> **SUPPLIED ENTRIES**:
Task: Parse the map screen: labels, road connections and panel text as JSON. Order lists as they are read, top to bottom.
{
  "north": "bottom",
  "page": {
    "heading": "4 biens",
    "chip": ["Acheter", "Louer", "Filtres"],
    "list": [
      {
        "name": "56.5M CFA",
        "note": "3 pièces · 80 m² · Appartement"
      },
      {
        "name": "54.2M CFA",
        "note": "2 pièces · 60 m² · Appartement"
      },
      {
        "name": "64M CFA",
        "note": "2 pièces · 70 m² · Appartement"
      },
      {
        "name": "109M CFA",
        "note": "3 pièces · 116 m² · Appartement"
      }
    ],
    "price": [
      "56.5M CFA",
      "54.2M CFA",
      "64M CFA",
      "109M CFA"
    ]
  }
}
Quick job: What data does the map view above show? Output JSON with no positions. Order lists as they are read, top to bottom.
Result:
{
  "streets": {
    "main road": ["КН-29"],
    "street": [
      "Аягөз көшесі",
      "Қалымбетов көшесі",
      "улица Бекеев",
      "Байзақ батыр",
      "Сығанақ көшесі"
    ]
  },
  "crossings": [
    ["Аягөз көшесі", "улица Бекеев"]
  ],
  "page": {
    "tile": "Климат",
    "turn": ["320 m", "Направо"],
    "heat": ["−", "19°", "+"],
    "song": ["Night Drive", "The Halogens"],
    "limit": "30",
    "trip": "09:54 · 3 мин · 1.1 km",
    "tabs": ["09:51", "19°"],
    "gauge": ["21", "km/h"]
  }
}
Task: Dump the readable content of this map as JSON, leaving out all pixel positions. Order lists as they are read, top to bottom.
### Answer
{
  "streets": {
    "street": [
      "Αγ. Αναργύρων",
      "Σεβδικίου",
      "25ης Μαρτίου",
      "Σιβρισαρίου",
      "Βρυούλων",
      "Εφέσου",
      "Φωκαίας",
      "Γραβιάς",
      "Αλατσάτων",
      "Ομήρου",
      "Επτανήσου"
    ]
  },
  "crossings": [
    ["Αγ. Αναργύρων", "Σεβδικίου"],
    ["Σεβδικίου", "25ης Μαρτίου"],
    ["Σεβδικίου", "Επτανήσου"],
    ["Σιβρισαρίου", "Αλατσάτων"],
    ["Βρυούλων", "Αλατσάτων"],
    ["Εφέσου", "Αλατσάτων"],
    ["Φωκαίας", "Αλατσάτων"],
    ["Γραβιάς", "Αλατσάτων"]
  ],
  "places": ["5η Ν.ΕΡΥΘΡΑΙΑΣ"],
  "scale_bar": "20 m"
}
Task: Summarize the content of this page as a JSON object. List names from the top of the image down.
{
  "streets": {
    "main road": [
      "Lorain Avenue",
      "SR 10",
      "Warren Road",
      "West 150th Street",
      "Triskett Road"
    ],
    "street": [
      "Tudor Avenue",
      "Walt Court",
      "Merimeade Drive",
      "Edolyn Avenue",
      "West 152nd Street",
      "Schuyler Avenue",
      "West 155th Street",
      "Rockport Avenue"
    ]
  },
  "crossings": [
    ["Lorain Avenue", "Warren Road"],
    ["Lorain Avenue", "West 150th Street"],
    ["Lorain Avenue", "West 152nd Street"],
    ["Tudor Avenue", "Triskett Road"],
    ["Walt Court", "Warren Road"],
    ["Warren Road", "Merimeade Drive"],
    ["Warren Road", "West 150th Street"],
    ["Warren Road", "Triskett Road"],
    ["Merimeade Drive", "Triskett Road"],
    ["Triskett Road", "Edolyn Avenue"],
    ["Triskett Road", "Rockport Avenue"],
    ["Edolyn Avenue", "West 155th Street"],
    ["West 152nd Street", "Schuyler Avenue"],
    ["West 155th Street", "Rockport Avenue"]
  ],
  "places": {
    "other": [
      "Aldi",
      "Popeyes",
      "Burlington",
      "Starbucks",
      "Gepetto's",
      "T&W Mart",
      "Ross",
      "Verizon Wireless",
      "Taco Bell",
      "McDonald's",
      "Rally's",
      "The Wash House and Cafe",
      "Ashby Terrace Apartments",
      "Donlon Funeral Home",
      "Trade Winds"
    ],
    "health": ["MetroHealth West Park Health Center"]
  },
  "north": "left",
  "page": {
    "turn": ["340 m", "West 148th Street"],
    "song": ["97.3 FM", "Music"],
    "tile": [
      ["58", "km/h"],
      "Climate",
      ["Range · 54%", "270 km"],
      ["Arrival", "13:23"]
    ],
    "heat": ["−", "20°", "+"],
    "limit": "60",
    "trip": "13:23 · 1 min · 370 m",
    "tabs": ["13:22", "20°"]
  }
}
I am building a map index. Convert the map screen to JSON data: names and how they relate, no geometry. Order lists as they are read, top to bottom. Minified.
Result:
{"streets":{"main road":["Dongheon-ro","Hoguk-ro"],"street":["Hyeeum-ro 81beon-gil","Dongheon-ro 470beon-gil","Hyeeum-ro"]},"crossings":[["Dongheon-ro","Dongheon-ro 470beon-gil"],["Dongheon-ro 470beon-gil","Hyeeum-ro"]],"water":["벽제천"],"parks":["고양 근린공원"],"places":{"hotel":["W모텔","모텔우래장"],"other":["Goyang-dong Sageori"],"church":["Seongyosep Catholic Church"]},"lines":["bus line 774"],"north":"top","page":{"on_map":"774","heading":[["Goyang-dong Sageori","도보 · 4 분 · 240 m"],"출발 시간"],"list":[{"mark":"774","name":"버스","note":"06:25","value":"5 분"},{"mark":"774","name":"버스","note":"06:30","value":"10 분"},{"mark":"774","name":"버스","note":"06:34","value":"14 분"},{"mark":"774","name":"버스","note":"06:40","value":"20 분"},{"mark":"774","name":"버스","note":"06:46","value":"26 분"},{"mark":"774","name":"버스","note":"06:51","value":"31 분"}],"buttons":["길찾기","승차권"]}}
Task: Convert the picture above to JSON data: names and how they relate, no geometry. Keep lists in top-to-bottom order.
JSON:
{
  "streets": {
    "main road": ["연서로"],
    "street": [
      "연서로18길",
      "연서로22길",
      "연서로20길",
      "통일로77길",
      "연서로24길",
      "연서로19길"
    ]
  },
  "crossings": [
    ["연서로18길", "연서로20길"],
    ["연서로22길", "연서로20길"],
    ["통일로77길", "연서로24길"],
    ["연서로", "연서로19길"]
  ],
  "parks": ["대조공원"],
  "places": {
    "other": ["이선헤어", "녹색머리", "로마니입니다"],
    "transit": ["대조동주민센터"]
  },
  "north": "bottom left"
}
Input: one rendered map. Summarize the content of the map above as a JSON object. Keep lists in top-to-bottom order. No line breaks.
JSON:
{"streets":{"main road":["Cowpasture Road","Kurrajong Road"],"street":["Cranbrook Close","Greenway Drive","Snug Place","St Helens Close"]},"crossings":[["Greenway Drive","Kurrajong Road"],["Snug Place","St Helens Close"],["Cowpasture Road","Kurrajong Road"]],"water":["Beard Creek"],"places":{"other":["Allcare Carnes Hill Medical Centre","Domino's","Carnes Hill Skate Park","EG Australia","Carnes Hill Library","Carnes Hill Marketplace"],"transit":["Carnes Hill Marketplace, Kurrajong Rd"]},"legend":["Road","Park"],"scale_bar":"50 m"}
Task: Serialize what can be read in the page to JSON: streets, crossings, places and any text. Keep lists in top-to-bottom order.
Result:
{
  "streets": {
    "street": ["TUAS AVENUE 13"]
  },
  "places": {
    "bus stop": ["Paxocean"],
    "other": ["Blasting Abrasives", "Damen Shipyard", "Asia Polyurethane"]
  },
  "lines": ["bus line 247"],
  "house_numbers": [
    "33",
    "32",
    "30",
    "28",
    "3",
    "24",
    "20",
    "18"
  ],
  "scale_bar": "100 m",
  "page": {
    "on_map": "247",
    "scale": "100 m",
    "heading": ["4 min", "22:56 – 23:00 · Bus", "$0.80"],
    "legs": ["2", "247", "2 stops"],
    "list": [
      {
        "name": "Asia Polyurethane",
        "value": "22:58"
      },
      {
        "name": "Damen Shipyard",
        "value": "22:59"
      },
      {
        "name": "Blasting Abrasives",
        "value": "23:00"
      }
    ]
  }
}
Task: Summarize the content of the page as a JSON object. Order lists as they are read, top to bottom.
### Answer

> **WHAT YOU NEED TO DO**:
What are the exact lines from the beginning of the material through the line containing "Quick job: What"? Write out those lines alone.

> **ANSWER TO THIS PROBLEM**:
Task: Parse the map screen: labels, road connections and panel text as JSON. Order lists as they are read, top to bottom.
{
  "north": "bottom",
  "page": {
    "heading": "4 biens",
    "chip": ["Acheter", "Louer", "Filtres"],
    "list": [
      {
        "name": "56.5M CFA",
        "note": "3 pièces · 80 m² · Appartement"
      },
      {
        "name": "54.2M CFA",
        "note": "2 pièces · 60 m² · Appartement"
      },
      {
        "name": "64M CFA",
        "note": "2 pièces · 70 m² · Appartement"
      },
      {
        "name": "109M CFA",
        "note": "3 pièces · 116 m² · Appartement"
      }
    ],
    "price": [
      "56.5M CFA",
      "54.2M CFA",
      "64M CFA",
      "109M CFA"
    ]
  }
}
Quick job: What data does the map view above show? Output JSON with no positions. Order lists as they are read, top to bottom.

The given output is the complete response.